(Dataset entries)

━━━

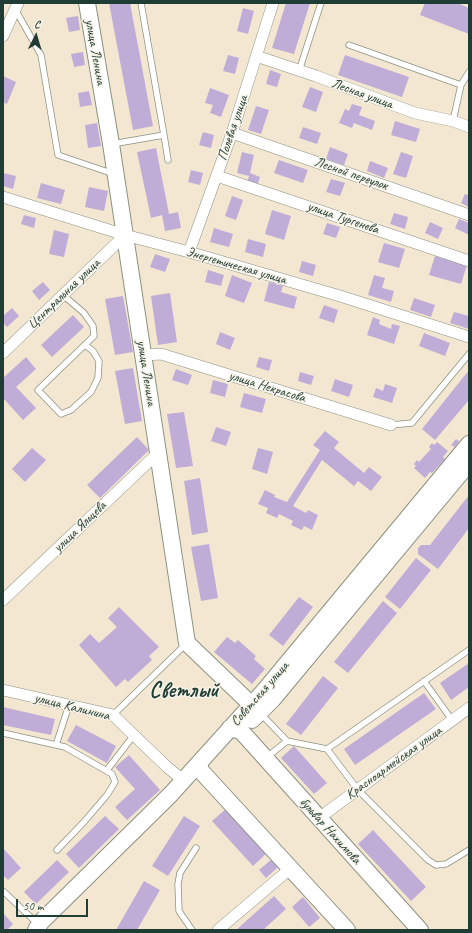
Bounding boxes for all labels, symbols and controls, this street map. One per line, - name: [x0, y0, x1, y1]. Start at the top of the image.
- north arrow: [16, 16, 56, 56]
- text: С: [34, 17, 40, 31]
- street label: улица Ленина: [81, 18, 109, 86]
- street label: Лесная улица: [329, 75, 395, 113]
- street label: Полевая улица: [214, 93, 252, 163]
- street label: Лесной переулок: [312, 154, 390, 194]
- street label: улица Тургенева: [305, 198, 381, 238]
- street label: Энергетическая улица: [184, 244, 288, 288]
- street label: Центральная улица: [24, 255, 104, 333]
- street label: улица Ленина: [133, 339, 159, 407]
- street label: улица Некрасова: [227, 367, 307, 407]
- street label: улица Яльцева: [50, 498, 110, 556]
- street label: Советская улица: [227, 658, 293, 730]
- district label: Светлый: [149, 678, 219, 704]
- street label: улица Калинина: [33, 690, 111, 724]
- street label: Красноармейская улица: [343, 723, 445, 803]
- street label: бульвар Нахимова: [296, 794, 364, 868]
- scale bar: [18, 891, 90, 917]
- text: 50 m: [23, 898, 43, 914]

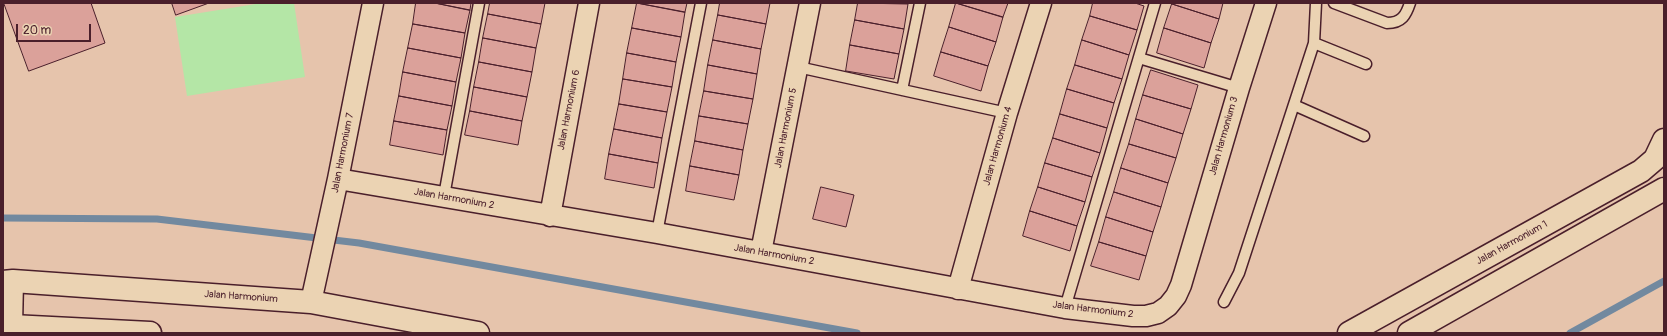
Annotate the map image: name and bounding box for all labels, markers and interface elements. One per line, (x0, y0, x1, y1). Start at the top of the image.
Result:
scale bar (18, 16, 93, 42)
text: 20 m (23, 23, 51, 38)
street label: Jalan Harmonium 6 (555, 69, 583, 151)
street label: Jalan Harmonium 5 (772, 87, 800, 169)
street label: Jalan Harmonium 3 (1207, 95, 1241, 177)
street label: Jalan Harmonium 4 (981, 105, 1015, 187)
street label: Jalan Harmonium 7 (329, 112, 357, 194)
street label: Jalan Harmonium 2 (413, 186, 495, 212)
street label: Jalan Harmonium 1 (1474, 218, 1550, 268)
street label: Jalan Harmonium 2 (733, 242, 815, 268)
street label: Jalan Harmonium (204, 288, 278, 306)
street label: Jalan Harmonium 2 (1052, 299, 1134, 321)

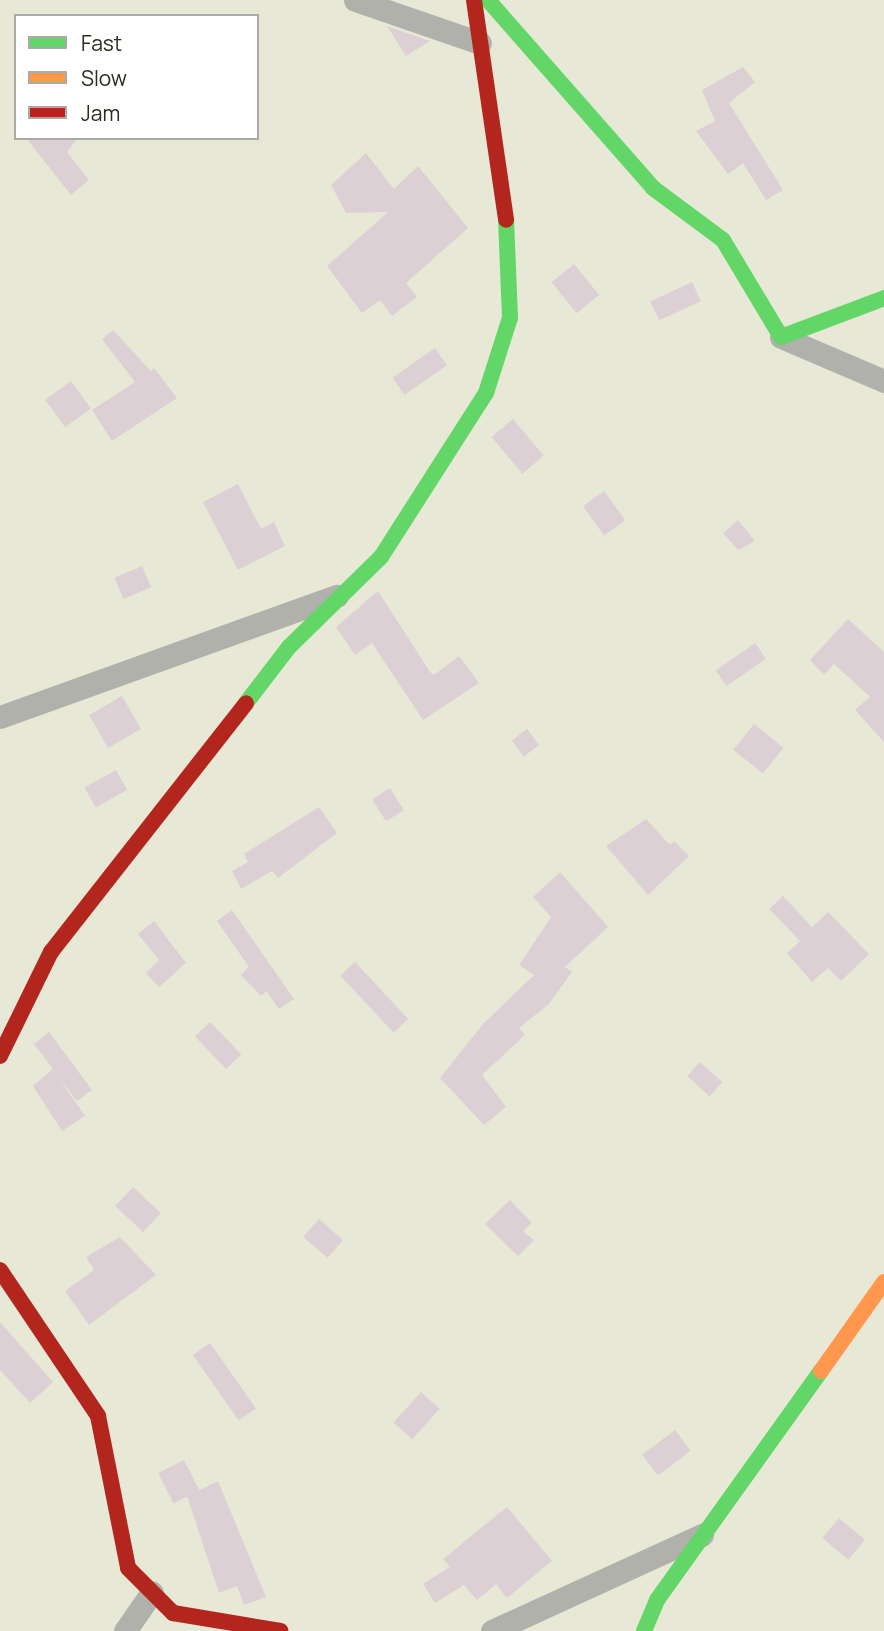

━━━

Repeat all entries exactly. Skip the pictures.

> _Result_
Bounding boxes for all labels, symbols and controls, this street map. One per line, - name: [x0, y0, x1, y1]. Start at the top of the image.
- north arrow: [16, 16, 56, 56]
- text: С: [34, 17, 40, 31]
- street label: улица Ленина: [81, 18, 109, 86]
- street label: Лесная улица: [329, 75, 395, 113]
- street label: Полевая улица: [214, 93, 252, 163]
- street label: Лесной переулок: [312, 154, 390, 194]
- street label: улица Тургенева: [305, 198, 381, 238]
- street label: Энергетическая улица: [184, 244, 288, 288]
- street label: Центральная улица: [24, 255, 104, 333]
- street label: улица Ленина: [133, 339, 159, 407]
- street label: улица Некрасова: [227, 367, 307, 407]
- street label: улица Яльцева: [50, 498, 110, 556]
- street label: Советская улица: [227, 658, 293, 730]
- district label: Светлый: [149, 678, 219, 704]
- street label: улица Калинина: [33, 690, 111, 724]
- street label: Красноармейская улица: [343, 723, 445, 803]
- street label: бульвар Нахимова: [296, 794, 364, 868]
- scale bar: [18, 891, 90, 917]
- text: 50 m: [23, 898, 43, 914]

Annotate the map image: name and bounding box for all labels, markers and interface elements. One per line, (x0, y0, x1, y1). Start at the top of the image.
Result:
scale bar (18, 16, 93, 42)
text: 20 m (23, 23, 51, 38)
street label: Jalan Harmonium 6 (555, 69, 583, 151)
street label: Jalan Harmonium 5 (772, 87, 800, 169)
street label: Jalan Harmonium 3 (1207, 95, 1241, 177)
street label: Jalan Harmonium 4 (981, 105, 1015, 187)
street label: Jalan Harmonium 7 (329, 112, 357, 194)
street label: Jalan Harmonium 2 (413, 186, 495, 212)
street label: Jalan Harmonium 1 (1474, 218, 1550, 268)
street label: Jalan Harmonium 2 (733, 242, 815, 268)
street label: Jalan Harmonium (204, 288, 278, 306)
street label: Jalan Harmonium 2 (1052, 299, 1134, 321)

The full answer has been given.